Commenting on the performance of gold, Lokman Otunoga, chief research analyst at FXTM, said that gold continues to rise and draws its strength from “inflation concerns and weak Treasury yields. Given the extent of persistent concerns about rising inflationary pressures, what is the best way to hedge against inflation than gold? ” Colin Blume, Noble Gold Founder and CEO, said: “The approach of gold to $ 2,000 is not surprising. It is a correction because gold … has been undervalued for decades now, he said, as the supply of the precious metal in the world is limited and cannot produce more. And it’s much more valuable than the price we’re paying for it. ” Blum added that it would take “an astronomical event to produce more gold.”
Commodity analysts explained that speaking from a number of Fed officials, who have expressed short-term tolerance for rising inflation as the economy recovers from the COVID-19 pandemic, helped boost the bullion price. “Gold continues to look good due to the continued weakness in dollar and bond yields – thanks mainly to the pessimistic Federal Reserve, which remains adamant that emergency stimulus measures continue at full capacity,” wrote Fouad Razakzadeh, a market analyst at ThinkMarkets.
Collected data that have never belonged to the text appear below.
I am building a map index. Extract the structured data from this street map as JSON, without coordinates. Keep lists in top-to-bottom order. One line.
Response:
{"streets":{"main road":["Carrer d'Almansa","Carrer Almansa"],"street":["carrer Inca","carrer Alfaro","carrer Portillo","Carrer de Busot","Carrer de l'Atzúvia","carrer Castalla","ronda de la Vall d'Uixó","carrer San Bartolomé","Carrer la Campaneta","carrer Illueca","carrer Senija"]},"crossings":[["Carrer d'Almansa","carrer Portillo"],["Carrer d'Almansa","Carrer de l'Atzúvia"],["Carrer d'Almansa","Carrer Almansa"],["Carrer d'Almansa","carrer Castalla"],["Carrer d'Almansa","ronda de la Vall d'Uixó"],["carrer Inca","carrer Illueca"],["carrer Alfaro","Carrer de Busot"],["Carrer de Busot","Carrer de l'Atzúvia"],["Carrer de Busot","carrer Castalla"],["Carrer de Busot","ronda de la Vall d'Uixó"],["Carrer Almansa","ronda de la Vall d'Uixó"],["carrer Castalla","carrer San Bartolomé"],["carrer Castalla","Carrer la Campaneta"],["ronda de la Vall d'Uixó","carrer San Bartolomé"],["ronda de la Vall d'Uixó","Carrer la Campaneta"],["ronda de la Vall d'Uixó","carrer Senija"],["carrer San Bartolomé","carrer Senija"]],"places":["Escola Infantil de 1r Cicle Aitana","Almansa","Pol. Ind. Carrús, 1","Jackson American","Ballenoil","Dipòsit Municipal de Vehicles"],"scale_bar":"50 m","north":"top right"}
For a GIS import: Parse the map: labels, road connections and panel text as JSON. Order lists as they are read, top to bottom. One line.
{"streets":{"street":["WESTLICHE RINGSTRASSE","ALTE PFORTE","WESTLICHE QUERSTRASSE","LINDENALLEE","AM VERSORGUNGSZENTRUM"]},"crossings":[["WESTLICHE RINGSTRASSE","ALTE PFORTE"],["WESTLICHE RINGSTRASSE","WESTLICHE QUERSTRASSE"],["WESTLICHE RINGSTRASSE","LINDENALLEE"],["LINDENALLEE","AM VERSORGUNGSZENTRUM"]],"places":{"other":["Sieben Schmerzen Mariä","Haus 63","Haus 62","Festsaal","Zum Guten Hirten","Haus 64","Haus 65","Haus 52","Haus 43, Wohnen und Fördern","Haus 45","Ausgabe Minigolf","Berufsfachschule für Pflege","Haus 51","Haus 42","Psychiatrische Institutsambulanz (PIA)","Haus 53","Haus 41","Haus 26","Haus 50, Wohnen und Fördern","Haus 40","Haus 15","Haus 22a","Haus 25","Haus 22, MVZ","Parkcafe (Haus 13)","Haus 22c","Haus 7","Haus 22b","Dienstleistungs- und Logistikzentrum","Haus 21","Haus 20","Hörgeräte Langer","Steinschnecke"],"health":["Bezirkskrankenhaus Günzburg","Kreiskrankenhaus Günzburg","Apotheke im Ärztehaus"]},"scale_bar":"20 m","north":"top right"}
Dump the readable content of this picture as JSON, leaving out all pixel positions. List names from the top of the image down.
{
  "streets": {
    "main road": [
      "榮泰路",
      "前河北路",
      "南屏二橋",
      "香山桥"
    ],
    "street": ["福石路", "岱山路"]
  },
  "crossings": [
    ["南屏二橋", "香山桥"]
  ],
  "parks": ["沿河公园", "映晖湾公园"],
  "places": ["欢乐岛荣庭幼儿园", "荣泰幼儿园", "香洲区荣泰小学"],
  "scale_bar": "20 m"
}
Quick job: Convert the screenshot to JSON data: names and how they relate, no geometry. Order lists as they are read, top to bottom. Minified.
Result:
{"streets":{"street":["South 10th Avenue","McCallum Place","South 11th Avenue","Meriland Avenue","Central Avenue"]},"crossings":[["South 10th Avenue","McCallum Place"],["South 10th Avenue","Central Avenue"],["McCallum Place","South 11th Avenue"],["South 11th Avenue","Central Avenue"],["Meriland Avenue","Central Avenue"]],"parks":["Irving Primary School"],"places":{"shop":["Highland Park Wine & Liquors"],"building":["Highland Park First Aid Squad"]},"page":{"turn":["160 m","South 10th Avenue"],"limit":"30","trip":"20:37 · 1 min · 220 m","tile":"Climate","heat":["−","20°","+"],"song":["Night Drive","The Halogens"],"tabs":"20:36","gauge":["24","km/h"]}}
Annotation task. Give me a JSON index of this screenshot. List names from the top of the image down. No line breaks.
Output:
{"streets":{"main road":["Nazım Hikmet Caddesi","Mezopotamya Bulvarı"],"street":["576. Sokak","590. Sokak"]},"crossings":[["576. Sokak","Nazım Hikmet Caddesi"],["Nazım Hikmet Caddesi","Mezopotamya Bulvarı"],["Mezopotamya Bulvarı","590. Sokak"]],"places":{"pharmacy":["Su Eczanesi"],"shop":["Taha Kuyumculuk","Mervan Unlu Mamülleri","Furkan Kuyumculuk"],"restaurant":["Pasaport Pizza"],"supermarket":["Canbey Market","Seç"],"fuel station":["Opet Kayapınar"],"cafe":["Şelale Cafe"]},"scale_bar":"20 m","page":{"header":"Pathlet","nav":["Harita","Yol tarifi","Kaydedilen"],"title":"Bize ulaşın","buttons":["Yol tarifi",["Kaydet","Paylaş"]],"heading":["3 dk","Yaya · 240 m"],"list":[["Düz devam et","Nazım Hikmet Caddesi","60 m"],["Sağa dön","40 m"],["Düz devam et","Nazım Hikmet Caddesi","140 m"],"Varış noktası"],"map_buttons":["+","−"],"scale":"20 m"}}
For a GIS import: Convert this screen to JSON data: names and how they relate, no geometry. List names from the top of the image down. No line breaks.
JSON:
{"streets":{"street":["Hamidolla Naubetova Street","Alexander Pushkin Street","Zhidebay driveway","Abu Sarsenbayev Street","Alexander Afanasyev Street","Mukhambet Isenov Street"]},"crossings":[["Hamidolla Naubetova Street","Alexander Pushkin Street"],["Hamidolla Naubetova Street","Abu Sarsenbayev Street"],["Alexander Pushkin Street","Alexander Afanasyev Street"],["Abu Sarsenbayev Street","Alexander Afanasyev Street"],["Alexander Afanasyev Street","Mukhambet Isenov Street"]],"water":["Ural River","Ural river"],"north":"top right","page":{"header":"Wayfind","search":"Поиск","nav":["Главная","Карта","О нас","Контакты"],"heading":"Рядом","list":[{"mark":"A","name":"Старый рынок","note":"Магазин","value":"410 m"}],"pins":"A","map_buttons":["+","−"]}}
Accordingly, the price of gold is heading towards monthly gains of more than 7%, and its recent rise helped turn into positive territory in 2021, up 0.3%. Current bullion gains put it on track for its best monthly rally since July.
According to the technical analysis of gold: The gold price’s breach of the psychological peak of 1900 dollars an ounce strengthens the current general bullish trend. In the event that the results of the important US economic data come today, the rate of GDP growth, weekly jobless claims, durable goods orders and pending US home sales. Better than expectations, the price of gold will be negatively affected, as it moves towards immediate support levels, to 1875, 1855 and 1840, respectively. If the data comes in worse than expected, the US dollar will decline and the opportunity will be stronger for gold bulls to move towards resistance levels 1916, 1928 and 1940 respectively, which paves the way for the next historical psychological summit of $ 2000 an ounce.